COPD hospitalizations (65+) Log-linear 0.02081 (0.01113) (Yang et al., 2005)
Asthma ED Visits (0 – 17) Log-linear 0.00825 (0.00190) (Ito et al., 2007)
Asthma ED Visits (0 – 17) Log-linear 0.00976 (0.00287) (Li et al., 2011)
Asthma exacerbations α (6 – 14) Logistic 0.00392 (0.00196) (Schildcrout et al., 2006)
Asthma exacerbations α (6 – 14) Logistic 0.01695 (0.00660) (Batterman et al., in preparation)

Detroit-specific concentration-response (CR) coefficients used in the Health Impact Functions (HIFs)

α

Total cases of asthma exacerbation (as noted by cough, shortness of breath, wheeze etc.) Acronyms: COPD = Chronic obstructive pulmonary disease; ED = Emergency department

4 Results

4.1 Emissions comparisons

The final emission reductions in the proposed SIP (Table 3) resulted from months of negotiations involving discussions of feasibility, legal considerations and RACT analyses, while OPT1 and OPT2 are solutions to a set of emission and concentration constraints. In this regard, these alternative emissions reduction strategies are not directly comparable. However, the purpose of the case study was to demonstrate the utility of FRESH-EST using a realistic full-scale application, which OPT1 and OPT2 provide.
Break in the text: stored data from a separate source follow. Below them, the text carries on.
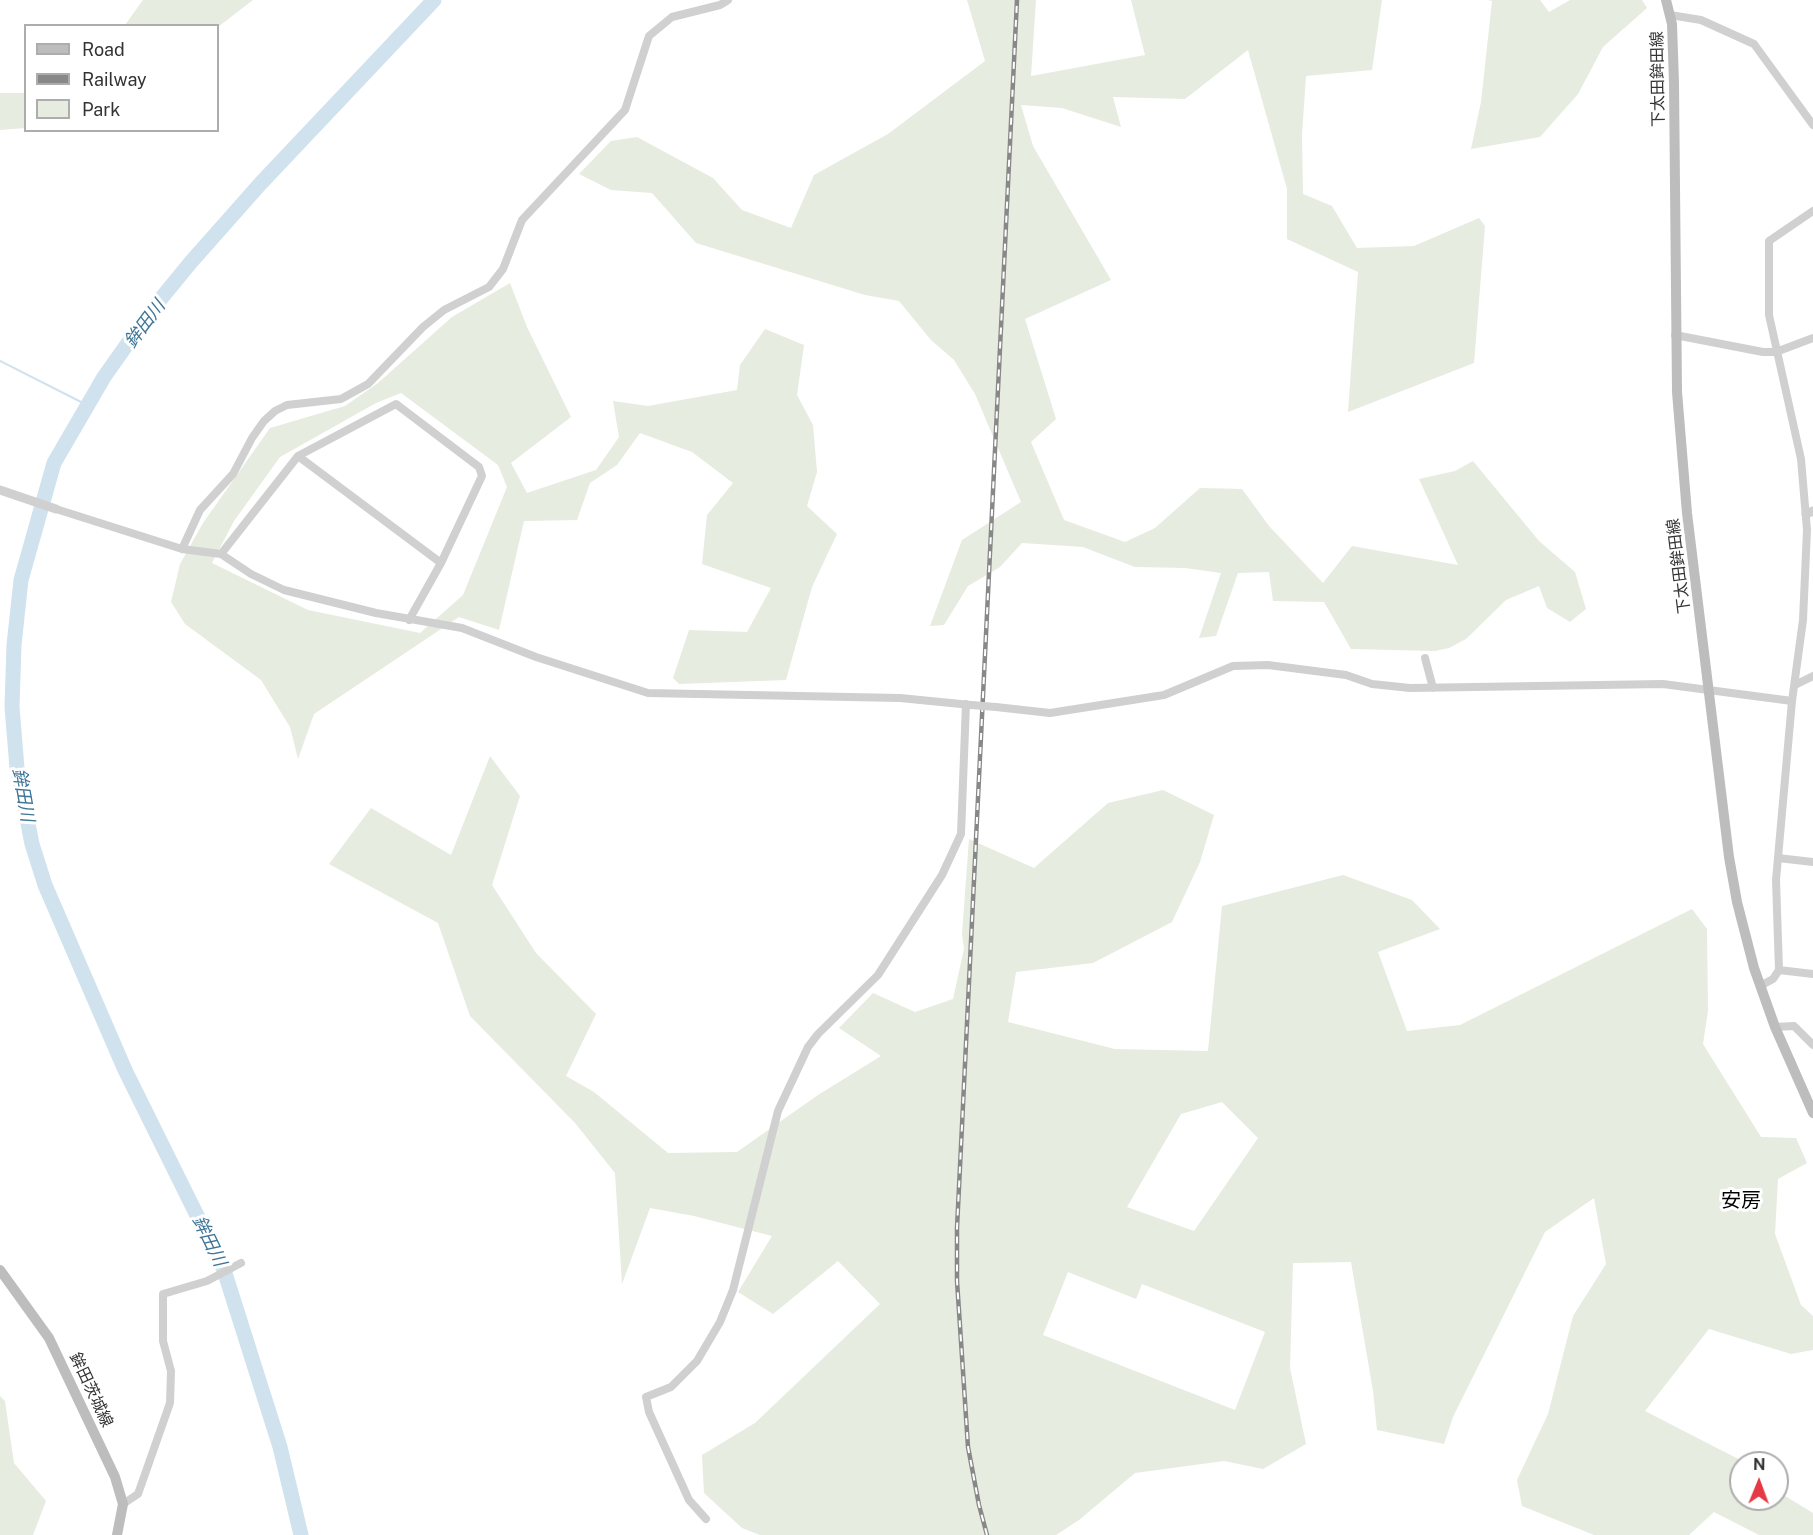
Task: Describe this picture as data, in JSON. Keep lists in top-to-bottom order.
{
  "streets": {
    "main road": ["下太田鉾田線", "鉾田茨城線"]
  },
  "districts": ["安房"],
  "water": ["鉾田川"],
  "legend": ["Road", "Railway", "Park"],
  "north": "top"
}
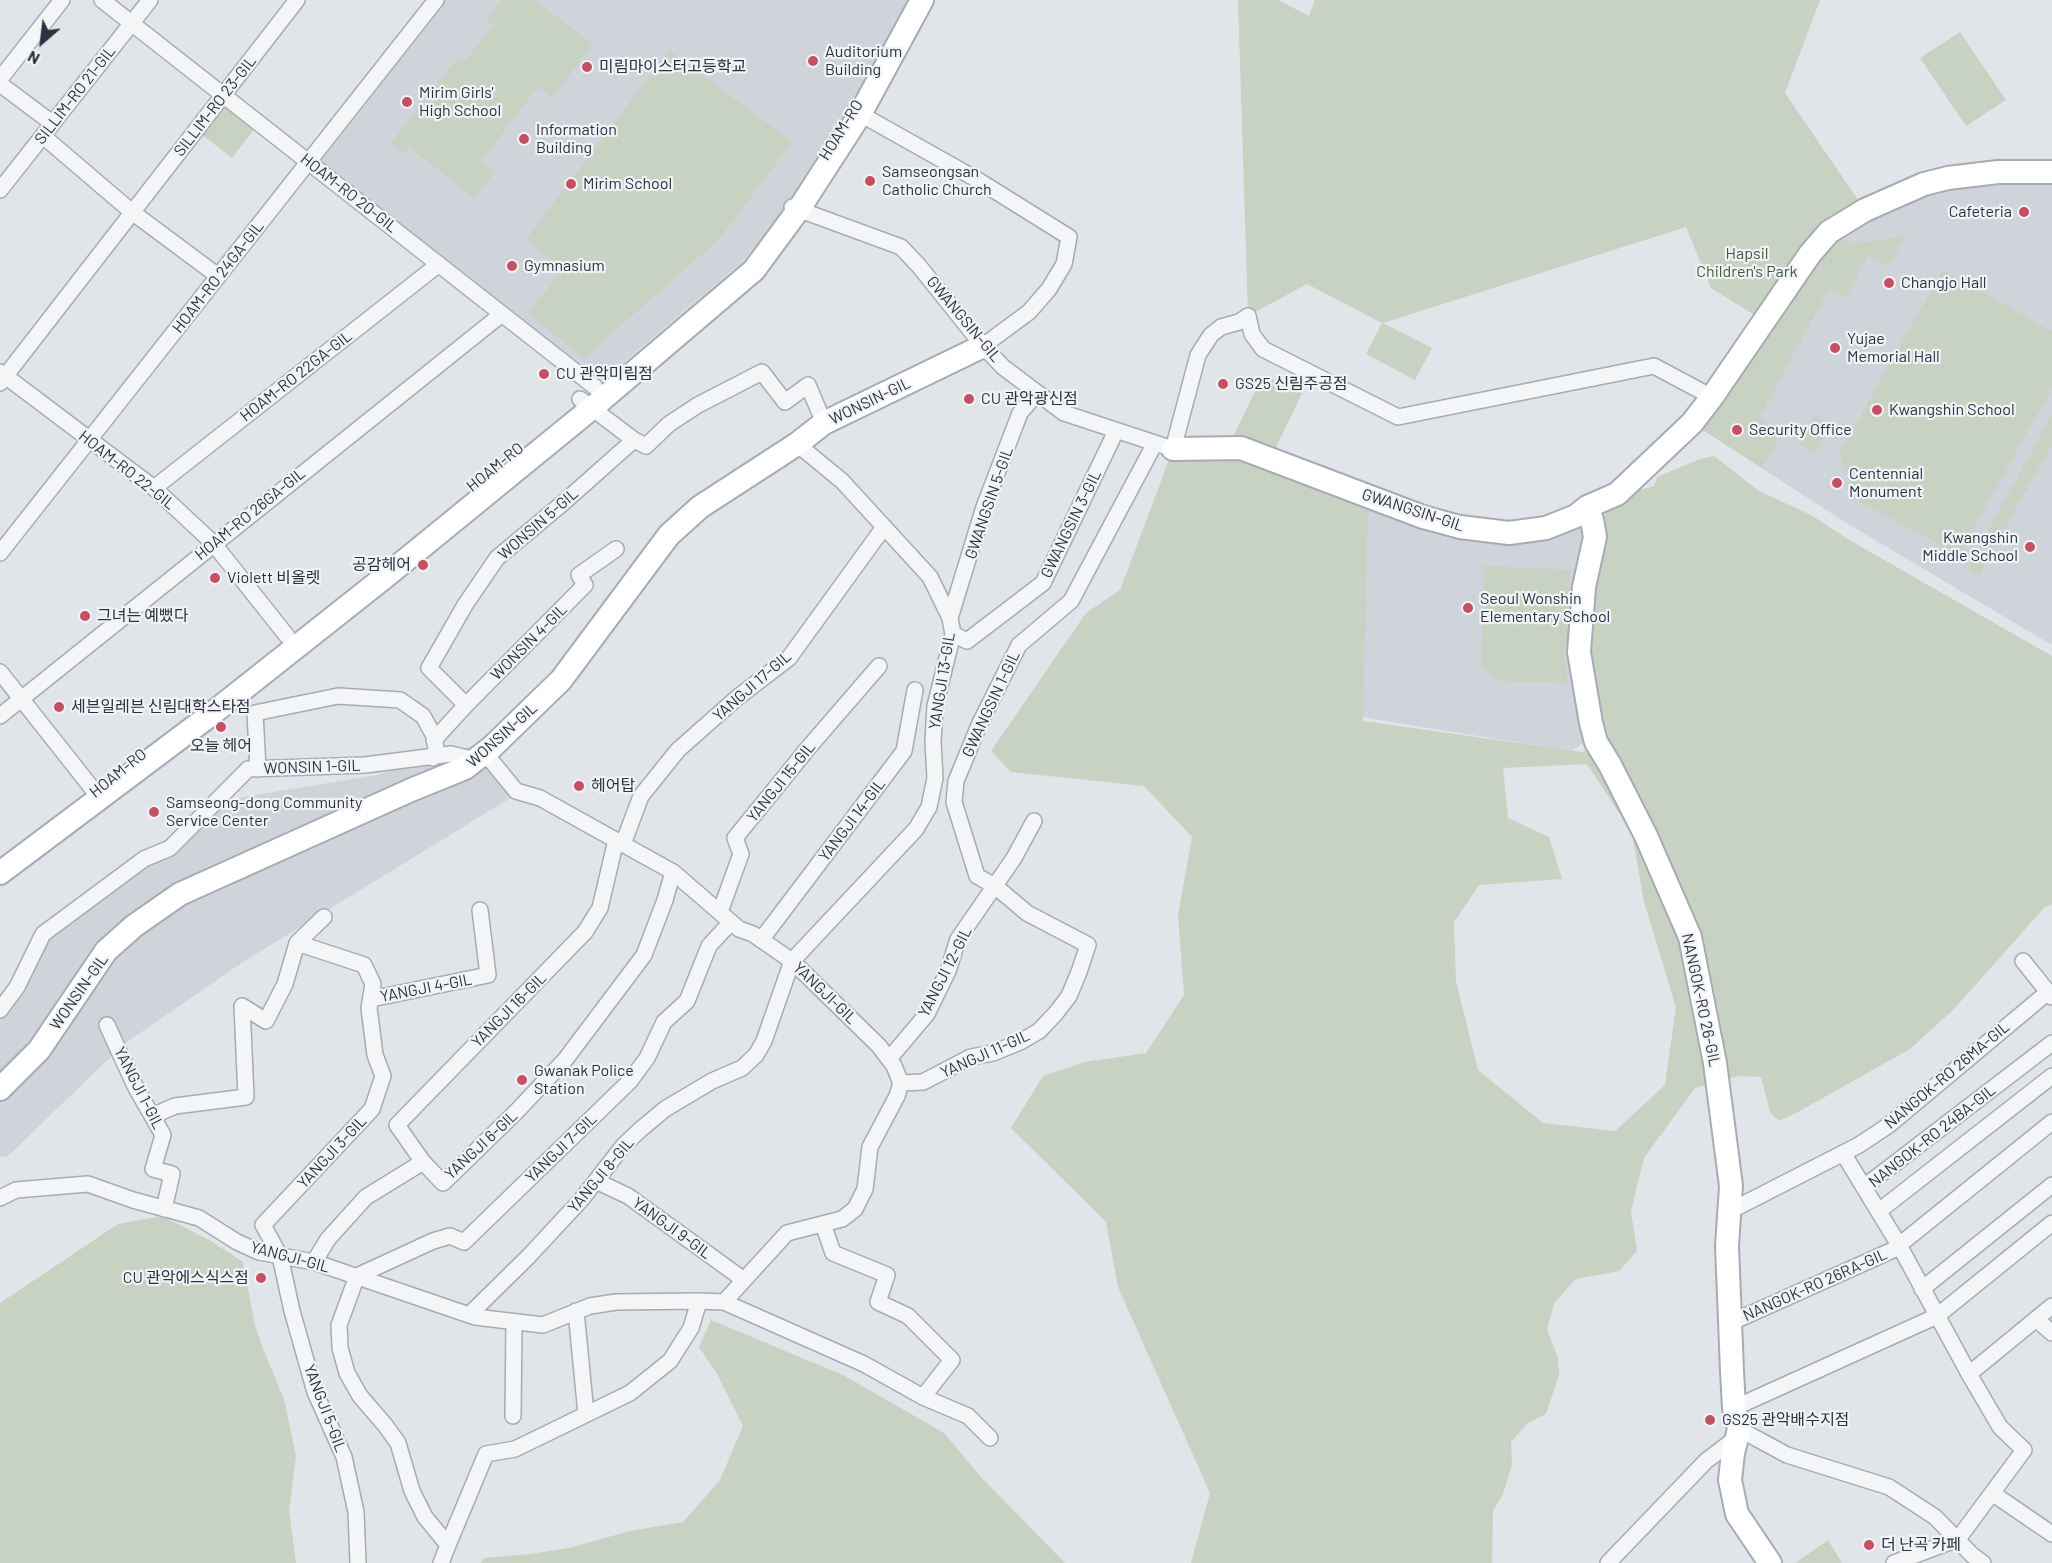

OPT1 converged after 485 iterations to a final cumulative emission rate slightly below that of the SIP case (2.1% difference, 1,113 tons/year); OPT2 converged after 216 iterations with the same cumulative emission rate as the SIP case.

Table 3.

SO2 emission rates (tons per year, rounded to the nearest integer) for modeled stacks in the base, negotiated, and optimized (OPT1 and OPT2) cases.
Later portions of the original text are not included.